Testing agents in a local development cluster#
The Flyte agent service runs in a separate deployment instead of inside FlytePropeller. To test an agent server in a local development cluster, you must run both the single binary and agent server at the same time, allowing FlytePropeller to send requests to your local agent server.
Backend plugin vs agent service architecture#
To understand why you must run both the single binary and agent server at the same time, it is helpful to compare the backend plugin architecture to the agent service architecture.
Backend plugin architecture#
In this architecture, FlytePropeller sends requests through the SDK:
Agent service architecture#
With the agent service framework:
Flyteplugins send gRPC requests to the agent server.
The agent server sends requests through the SDK and returns the query data.

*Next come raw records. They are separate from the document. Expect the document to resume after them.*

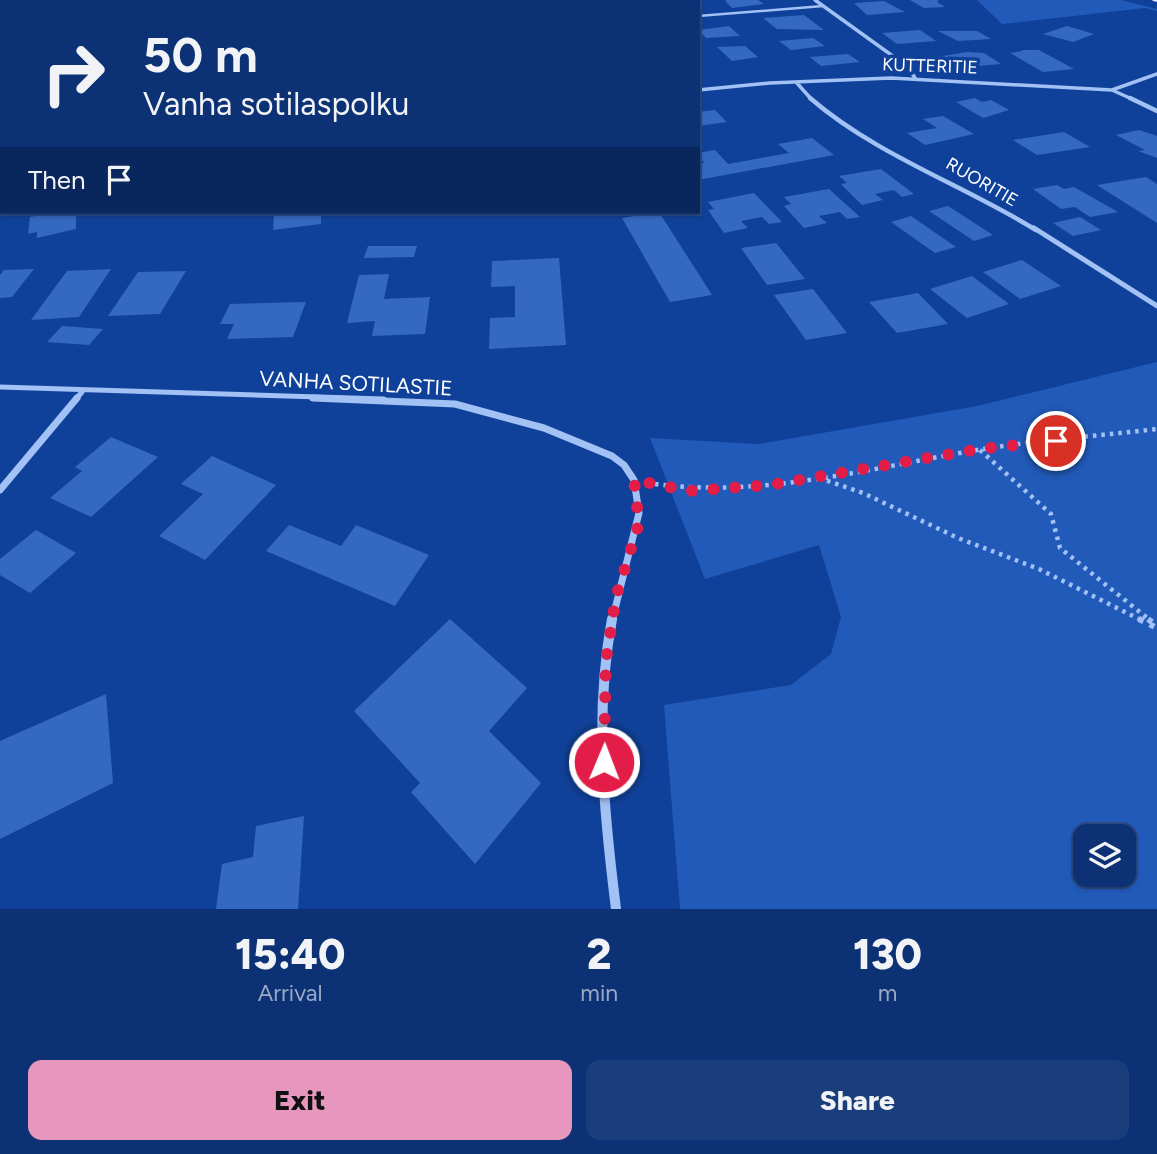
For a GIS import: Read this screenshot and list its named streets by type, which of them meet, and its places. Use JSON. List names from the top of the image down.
{
  "streets": {
    "street": ["KUTTERITIE", "RUORITIE", "VANHA SOTILASTIE"]
  },
  "crossings": [
    ["KUTTERITIE", "RUORITIE"]
  ],
  "page": {
    "turn": ["50 m", "Vanha sotilaspolku"],
    "then": "Then",
    "eta": [
      "15:40",
      "Arrival",
      "2",
      "min",
      "130",
      "m"
    ],
    "buttons": ["Exit", "Share"]
  }
}
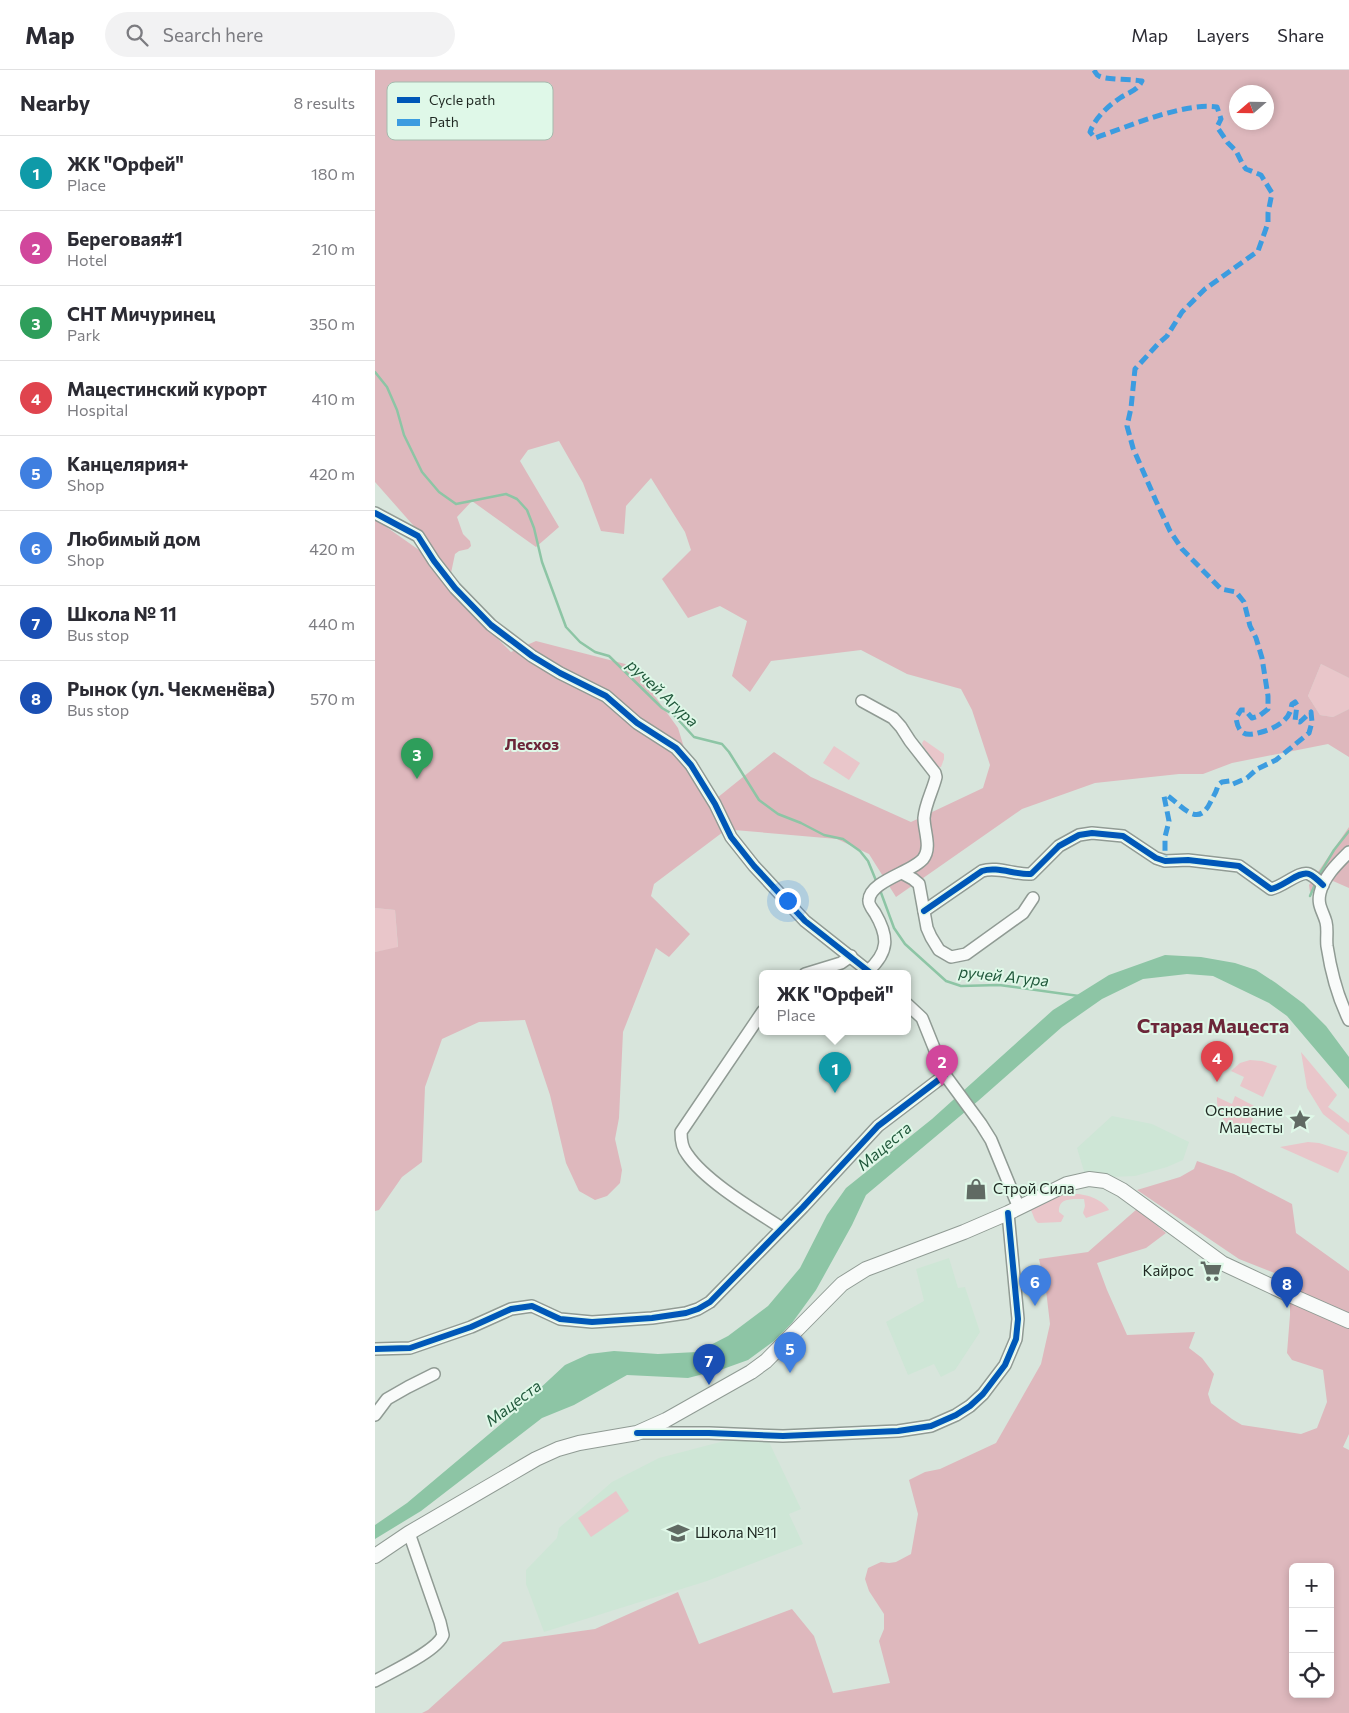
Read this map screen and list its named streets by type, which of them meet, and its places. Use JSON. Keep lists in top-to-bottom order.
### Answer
{
  "districts": ["Лесхоз", "Старая Мацеста"],
  "water": ["ручей Агура", "Мацеста"],
  "places": {
    "place": ["Основание Мацесты"],
    "shop": ["Строй Сила"],
    "supermarket": ["Кайрос"],
    "school or university": ["Школа №11"]
  },
  "legend": ["Cycle path", "Path"],
  "north": "left",
  "page": {
    "header": "Map",
    "search": "Search here",
    "nav": ["Map", "Layers", "Share"],
    "heading": ["Nearby", "8 results"],
    "list": [
      {
        "mark": "1",
        "name": "ЖК \"Орфей\"",
        "note": "Place",
        "value": "180 m"
      },
      {
        "mark": "2",
        "name": "Береговая#1",
        "note": "Hotel",
        "value": "210 m"
      },
      {
        "mark": "3",
        "name": "СНТ Мичуринец",
        "note": "Park",
        "value": "350 m"
      },
      {
        "mark": "4",
        "name": "Мацестинский курорт",
        "note": "Hospital",
        "value": "410 m"
      },
      {
        "mark": "5",
        "name": "Канцелярия+",
        "note": "Shop",
        "value": "420 m"
      },
      {
        "mark": "6",
        "name": "Любимый дом",
        "note": "Shop",
        "value": "420 m"
      },
      {
        "mark": "7",
        "name": "Школа № 11",
        "note": "Bus stop",
        "value": "440 m"
      },
      {
        "mark": "8",
        "name": "Рынок (ул. Чекменёва)",
        "note": "Bus stop",
        "value": "570 m"
      }
    ],
    "pins": [
      "3",
      "4",
      "2",
      "1",
      "6",
      "8",
      "5",
      "7"
    ],
    "popup": ["ЖК \"Орфей\"", "Place"],
    "map_buttons": ["+", "−"]
  }
}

Configuring the agent service in development mode#
Start the demo cluster in dev mode:
flytectl demo start --dev
Start the agent grpc server:
pyflyte serve agent
(Optional) Update the timeout configuration for each request to the agent deployment in the single binary YAML file:
cd flyte
vim ./flyte-single-binary-local.yaml
plugins:
# Registered Task Types
agent-service:
defaultAgent:
endpoint: "localhost:8000" # your grpc agent server port
insecure: true
timeouts:
# CreateTask, GetTask and DeleteTask are for async agents.
# ExecuteTaskSync is for sync agents.
CreateTask: 5s
GetTask: 5s
DeleteTask: 5s
ExecuteTaskSync: 10s
defaultTimeout: 10s
Start the Flyte server with the single binary config file:
make compile
./flyte start --config ./flyte-single-binary-local.yaml
Set up your secrets: In the development environment, you can set up your secrets on your local machine by adding secrets to
/etc/secrets/SECRET_NAME
.
Since your agent server is running locally rather than within Kubernetes, it can retrieve the secret from your local file system.
Test your agent task:
pyflyte run --remote agent_workflow.py agent_task
Note
You must build an image that includes the plugin for the task and specify its config with the --image
flag when running pyflyte run
or in an ImageSpec definition in your workflow file.